MONK is a digital environment designed to help humanities scholars discover and analyze patterns in the texts they study. It supports both micro analyses of the verbal texture of an individual text and macro analyses that let you locate texts in the context of a large document space consisting of hundreds or thousands of other texts. Shuttling between the “micro” and the “macro” is a distinctive feature of the MONK environment, where you may read as closely as you wish but can also practice many forms of what Franco Moretti has provocatively called “distant reading.”

Metadata are at the heart of the radical divide and conquer strategy of MONK, an acronym for "Metadata Offer New Knowledge." For every document in a MONK environment there are explicitly recorded metadata at the top level (bibliographical data), at the bottom level of individual word occurrence (lexical, morphological, and syntactic data), and at the mid-level of discursive organization (chapters, scenes, stanzas, etc). The query potential of the resultant document space depends on the end user's ability to perform operations based on arbitrary combinations of metadata from these different levels.

TEI-Analytics has been our tool for expressing the triple-decker structure of metadata in a large, heterogeneous, and diachronic document space that includes texts from different collections. From one perspective, TEI-Analytics is a minor modification of the P5 TEI-Lite schema, with additional elements from the Linguistic Segment Categories to support morphosyntactic annotation and lemmatization. But while there is nothing very special about the schema as such, tricky choices and trade-offs emerge when you transform different flavors of older TEI P3 or P4 texts into a data format designed to maximize interoperability of texts within a large document space.

The Italian adage "traduttore traditore" comes to mind as well as Desdemona's "divided duty." Within the framework for which TEI-Analytics has been developed, conflicts will be resolved in favour of making it easier for end users and developers to achieve comparability of texts. To compare is to look for significant difference, but without comparability difference cannot be identified in the first place.

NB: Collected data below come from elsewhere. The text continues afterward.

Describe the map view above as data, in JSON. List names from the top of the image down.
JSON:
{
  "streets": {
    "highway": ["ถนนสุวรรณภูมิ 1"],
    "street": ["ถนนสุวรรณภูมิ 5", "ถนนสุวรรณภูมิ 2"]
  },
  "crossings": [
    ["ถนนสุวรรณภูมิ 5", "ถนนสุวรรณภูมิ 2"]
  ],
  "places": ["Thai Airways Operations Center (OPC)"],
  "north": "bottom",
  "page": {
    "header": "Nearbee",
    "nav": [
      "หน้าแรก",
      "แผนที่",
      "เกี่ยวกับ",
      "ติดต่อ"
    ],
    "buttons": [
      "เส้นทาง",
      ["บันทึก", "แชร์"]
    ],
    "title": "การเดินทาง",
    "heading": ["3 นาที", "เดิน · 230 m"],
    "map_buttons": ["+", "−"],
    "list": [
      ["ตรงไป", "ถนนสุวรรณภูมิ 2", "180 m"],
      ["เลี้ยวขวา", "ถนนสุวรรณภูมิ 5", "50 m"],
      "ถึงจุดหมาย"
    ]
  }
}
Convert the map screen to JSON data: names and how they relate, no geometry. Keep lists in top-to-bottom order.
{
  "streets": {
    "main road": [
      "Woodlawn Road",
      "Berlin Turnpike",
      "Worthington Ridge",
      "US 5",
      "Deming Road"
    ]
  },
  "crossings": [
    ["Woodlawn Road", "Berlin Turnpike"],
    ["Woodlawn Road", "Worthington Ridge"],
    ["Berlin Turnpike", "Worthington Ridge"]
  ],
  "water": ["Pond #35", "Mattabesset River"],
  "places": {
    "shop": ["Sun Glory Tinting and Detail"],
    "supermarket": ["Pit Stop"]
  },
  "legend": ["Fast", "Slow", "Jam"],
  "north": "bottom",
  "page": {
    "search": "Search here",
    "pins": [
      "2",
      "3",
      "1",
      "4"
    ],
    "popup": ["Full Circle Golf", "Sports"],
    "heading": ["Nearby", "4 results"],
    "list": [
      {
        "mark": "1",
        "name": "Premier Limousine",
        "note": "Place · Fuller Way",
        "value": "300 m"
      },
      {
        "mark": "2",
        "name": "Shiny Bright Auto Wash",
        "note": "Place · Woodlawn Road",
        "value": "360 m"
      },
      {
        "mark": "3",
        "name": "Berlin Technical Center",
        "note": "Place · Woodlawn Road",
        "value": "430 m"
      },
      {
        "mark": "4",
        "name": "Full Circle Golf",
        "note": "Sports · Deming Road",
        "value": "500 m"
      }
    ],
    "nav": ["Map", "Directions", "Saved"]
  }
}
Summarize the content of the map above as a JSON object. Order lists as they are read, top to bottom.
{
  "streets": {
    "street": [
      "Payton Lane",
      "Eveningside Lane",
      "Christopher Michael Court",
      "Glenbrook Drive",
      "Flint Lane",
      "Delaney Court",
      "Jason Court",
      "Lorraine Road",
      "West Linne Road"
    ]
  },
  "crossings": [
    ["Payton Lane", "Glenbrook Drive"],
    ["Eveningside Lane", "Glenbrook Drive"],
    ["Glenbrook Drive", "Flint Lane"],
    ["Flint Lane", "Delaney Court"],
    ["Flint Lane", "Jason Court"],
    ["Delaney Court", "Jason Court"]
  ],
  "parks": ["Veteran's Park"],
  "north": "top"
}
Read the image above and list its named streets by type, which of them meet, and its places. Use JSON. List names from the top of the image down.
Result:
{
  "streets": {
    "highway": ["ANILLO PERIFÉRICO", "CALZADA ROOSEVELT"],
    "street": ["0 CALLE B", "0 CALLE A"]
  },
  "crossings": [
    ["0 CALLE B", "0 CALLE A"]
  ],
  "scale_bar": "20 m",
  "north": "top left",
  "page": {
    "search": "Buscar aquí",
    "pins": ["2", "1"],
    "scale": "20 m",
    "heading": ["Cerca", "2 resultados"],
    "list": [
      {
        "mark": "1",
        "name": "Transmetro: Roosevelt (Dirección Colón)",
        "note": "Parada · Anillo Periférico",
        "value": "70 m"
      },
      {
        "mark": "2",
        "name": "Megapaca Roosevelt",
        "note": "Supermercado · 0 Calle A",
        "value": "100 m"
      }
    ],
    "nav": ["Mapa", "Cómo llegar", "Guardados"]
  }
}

This bent of the project rests on the assumption that in the current intellectual and technical environment of text analysis coarse but consistent encodings across many texts in a heterogeneous document space have a greater scholarly pay-off than finely grained encodings in closely defined but not necessarily compatible environments. Compared with human reading, digitally assisted text analysis is more of a machete than a scalpel and likely to remain so for some time. But a lot of useful machete work remains to be done. Crude but fast, the digital machete can open many paths for slow but subtle readers to explore.